— BRIEF —
Repeat each entry as written, dropping any picture you find.

— SUPPLIED MATERIAL —
■ ■ ■ ■ ■

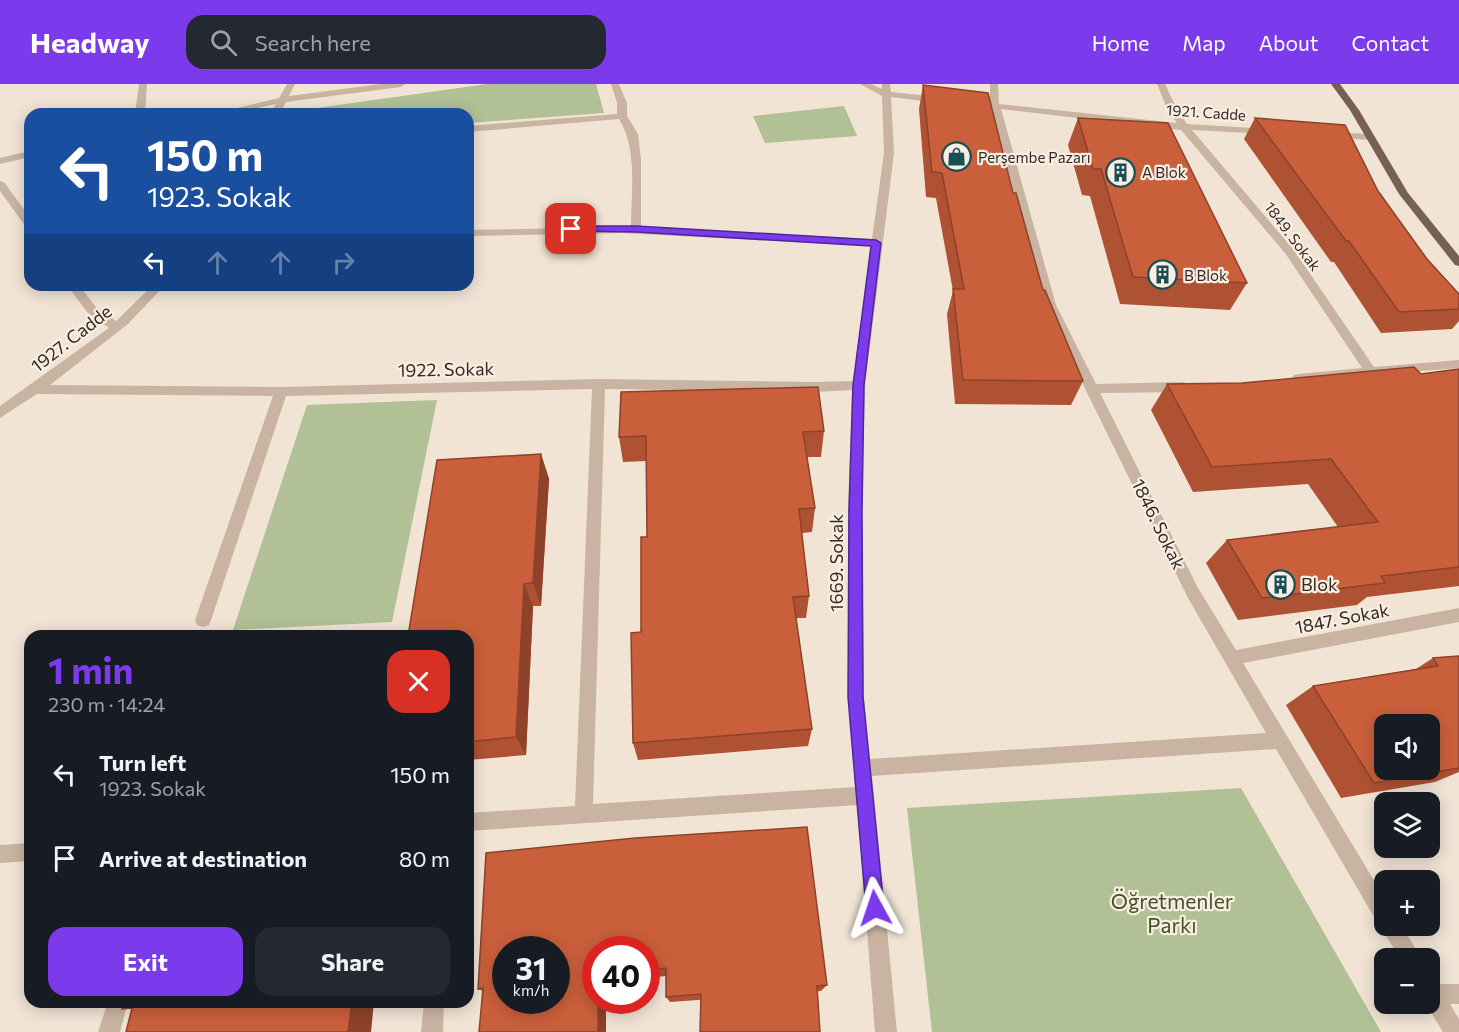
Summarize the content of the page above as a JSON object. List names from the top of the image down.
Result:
{
  "streets": {
    "street": [
      "1921. Cadde",
      "1849. Sokak",
      "1927. Cadde",
      "1922. Sokak",
      "1846. Sokak",
      "1669. Sokak",
      "1847. Sokak"
    ]
  },
  "crossings": [
    ["1921. Cadde", "1849. Sokak"],
    ["1921. Cadde", "1846. Sokak"],
    ["1927. Cadde", "1922. Sokak"],
    ["1922. Sokak", "1669. Sokak"],
    ["1846. Sokak", "1847. Sokak"]
  ],
  "parks": ["Öğretmenler Parkı"],
  "places": {
    "shop": ["Perşembe Pazarı"],
    "building": ["A Blok", "B Blok", "Blok"]
  },
  "page": {
    "header": "Headway",
    "search": "Search here",
    "nav": [
      "Home",
      "Map",
      "About",
      "Contact"
    ],
    "turn": ["150 m", "1923. Sokak"],
    "heading": ["1 min", "230 m · 14:24"],
    "map_buttons": ["+", "−"],
    "list": [
      {
        "name": "Turn left",
        "note": "1923. Sokak",
        "value": "150 m"
      },
      {
        "name": "Arrive at destination",
        "value": "80 m"
      }
    ],
    "buttons": ["Exit", "Share"],
    "speed": "31 km/h",
    "limit": "40"
  }
}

■ ■ ■ ■ ■

— THE ANSWER —
Summarize the content of the page above as a JSON object. List names from the top of the image down.
Result:
{
  "streets": {
    "street": [
      "1921. Cadde",
      "1849. Sokak",
      "1927. Cadde",
      "1922. Sokak",
      "1846. Sokak",
      "1669. Sokak",
      "1847. Sokak"
    ]
  },
  "crossings": [
    ["1921. Cadde", "1849. Sokak"],
    ["1921. Cadde", "1846. Sokak"],
    ["1927. Cadde", "1922. Sokak"],
    ["1922. Sokak", "1669. Sokak"],
    ["1846. Sokak", "1847. Sokak"]
  ],
  "parks": ["Öğretmenler Parkı"],
  "places": {
    "shop": ["Perşembe Pazarı"],
    "building": ["A Blok", "B Blok", "Blok"]
  },
  "page": {
    "header": "Headway",
    "search": "Search here",
    "nav": [
      "Home",
      "Map",
      "About",
      "Contact"
    ],
    "turn": ["150 m", "1923. Sokak"],
    "heading": ["1 min", "230 m · 14:24"],
    "map_buttons": ["+", "−"],
    "list": [
      {
        "name": "Turn left",
        "note": "1923. Sokak",
        "value": "150 m"
      },
      {
        "name": "Arrive at destination",
        "value": "80 m"
      }
    ],
    "buttons": ["Exit", "Share"],
    "speed": "31 km/h",
    "limit": "40"
  }
}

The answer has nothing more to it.